Following this week’s successful three-day drive for checking bogus students and schools across the state, the state government may conduct a similar exercise for senior colleges.
The schools – government-owned and private, aided and non-aided -- were checked to assess the strength of students based on which managements seek salary and other grants from the government. The drive, conducted between October 3 and 5, revealed that 1,700 schools had only nine students each but they claimed grants by tweaking numbers.
Non-aided private schools, aided ashram (tribal) schools and hostels were also checked simultaneously so that the students from these schools were not seated in the other schools.
The need for such a drive was felt when the administration of Nanded in Marathwada found around 1.2 lakh bogus students enrolled in the district last week. The loss to the exchequer in Nanded district alone was pegged at Rs150 crore per year. And going by the state government’s annual expenditure on school education – it spends around Rs1,000 on each student – the aggregated annual loss could be Rs2,500-2,600 crore, said a senior education department official, on condition of anonymity.

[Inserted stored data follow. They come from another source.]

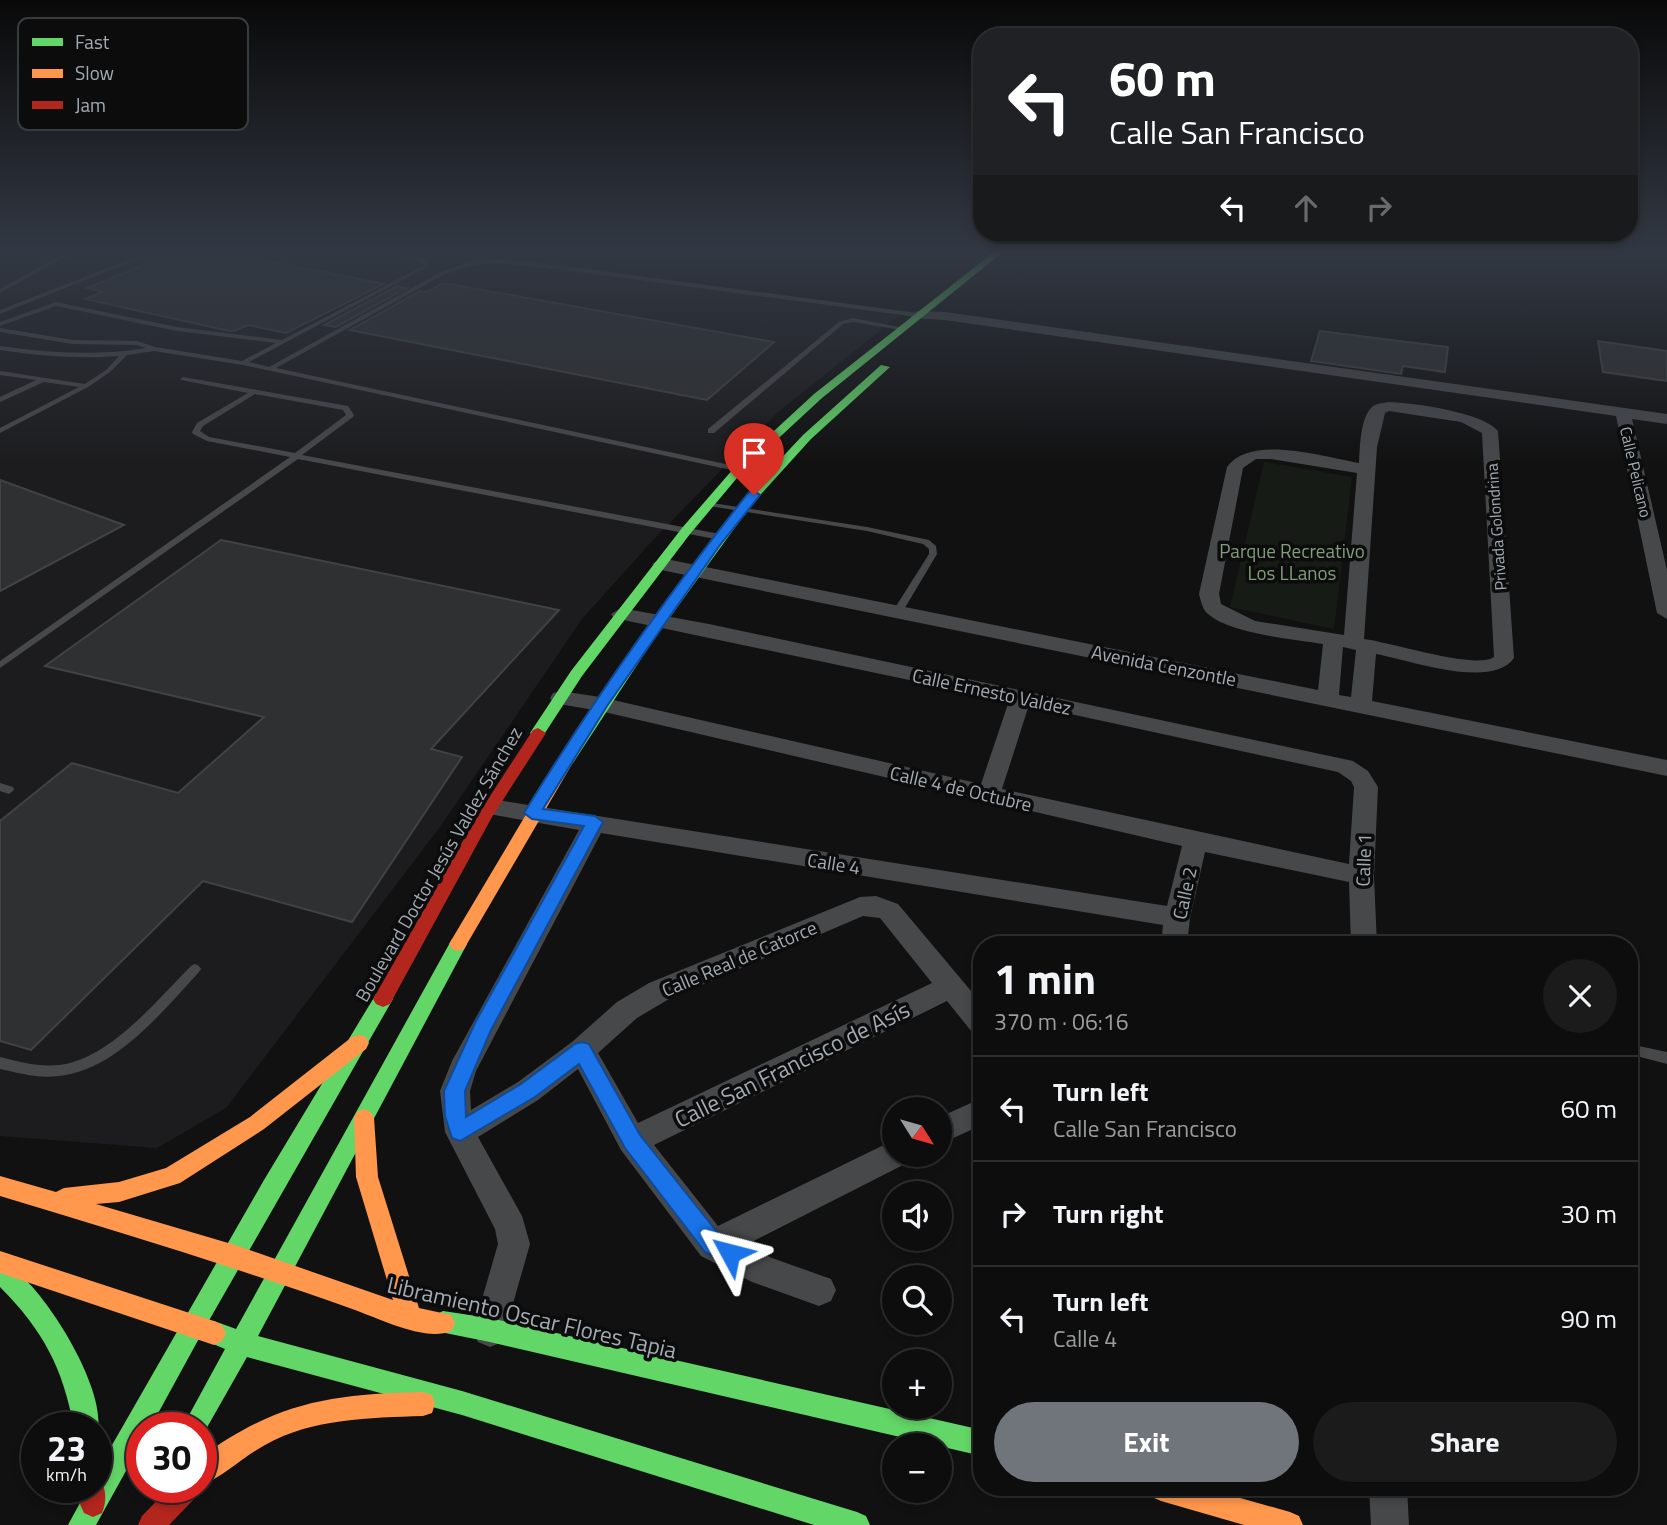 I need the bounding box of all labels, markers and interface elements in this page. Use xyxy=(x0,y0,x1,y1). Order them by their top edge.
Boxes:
legend xyxy=(18,18,248,130)
text: Fast xyxy=(75,27,110,56)
text: 60 m xyxy=(1109,40,1216,115)
icon: left xyxy=(994,56,1085,147)
text: Slow xyxy=(75,58,114,87)
text: Jam xyxy=(75,90,106,119)
text: Calle San Francisco xyxy=(1109,108,1365,156)
icon: left xyxy=(1214,189,1252,227)
icon: ahead xyxy=(1287,189,1325,227)
icon: right xyxy=(1360,189,1398,227)
pin xyxy=(724,423,784,495)
street label: Calle Pelicano xyxy=(1614,424,1658,520)
icon: arrive xyxy=(735,434,773,472)
street label: Privada Golondrina xyxy=(1480,463,1512,591)
park label: Parque Recreativo Los LLanos xyxy=(1219,536,1365,587)
street label: Avenida Cenzontle xyxy=(1089,637,1239,693)
street label: Calle Ernesto Valdez xyxy=(910,660,1074,722)
street label: Boulevard Doctor Jesús Valdez Sánchez xyxy=(347,721,529,1007)
street label: Calle 4 de Octubre xyxy=(887,758,1035,818)
street label: Calle 1 xyxy=(1348,833,1378,887)
street label: Calle 4 xyxy=(806,845,862,881)
street label: Calle 2 xyxy=(1164,864,1204,922)
street label: Calle Real de Catorce xyxy=(657,912,821,1004)
text: 1 min xyxy=(994,946,1096,1010)
button: close xyxy=(1543,959,1617,1033)
street label: Calle San Francisco de Asís xyxy=(668,992,916,1136)
text: 370 m · 06:16 xyxy=(994,1004,1129,1039)
text: Turn left xyxy=(1053,1072,1148,1111)
text: 60 m xyxy=(1560,1089,1617,1128)
icon: left xyxy=(994,1090,1032,1128)
north arrow xyxy=(882,1097,952,1167)
map controls xyxy=(882,1097,952,1503)
text: Calle San Francisco xyxy=(1053,1111,1237,1146)
button: sound xyxy=(882,1181,952,1251)
text: Turn right xyxy=(1053,1194,1164,1233)
text: 30 m xyxy=(1560,1194,1617,1233)
icon: right xyxy=(994,1195,1032,1233)
position arrow xyxy=(693,1216,767,1290)
button: search xyxy=(882,1265,952,1335)
street label: Libramiento Oscar Flores Tapia xyxy=(384,1267,681,1367)
text: Turn left xyxy=(1053,1282,1148,1321)
text: 90 m xyxy=(1560,1299,1617,1338)
icon: left xyxy=(994,1300,1032,1338)
text: Calle 4 xyxy=(1053,1321,1117,1356)
button: + xyxy=(882,1349,952,1419)
button: Exit xyxy=(994,1402,1299,1482)
button: Share xyxy=(1313,1402,1617,1482)
speed limit sign: 30 xyxy=(126,1412,217,1503)
text: 23 xyxy=(47,1421,86,1475)
button: − xyxy=(882,1433,952,1503)
text: km/h xyxy=(46,1461,87,1488)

Officials in Mantralaya suspect that the scam in degree colleges could be even bigger because college teachers’ salaries are much higher than their counterparts in schools. Other grants are also higher.
Higher and technical education minister Rajesh Tope, therefore, wants to verify the colleges governed by his department. “We will come out with our own plan after discussing it with UGC (University Grants Commission),” Tope said from Aurangabad.
Officials said the UGC needs to be involved in this because it contributes significantly to college grants. Meanwhile, school education minister Rajendra Darda is expected to get a final report on drive conducted in schools by October 10.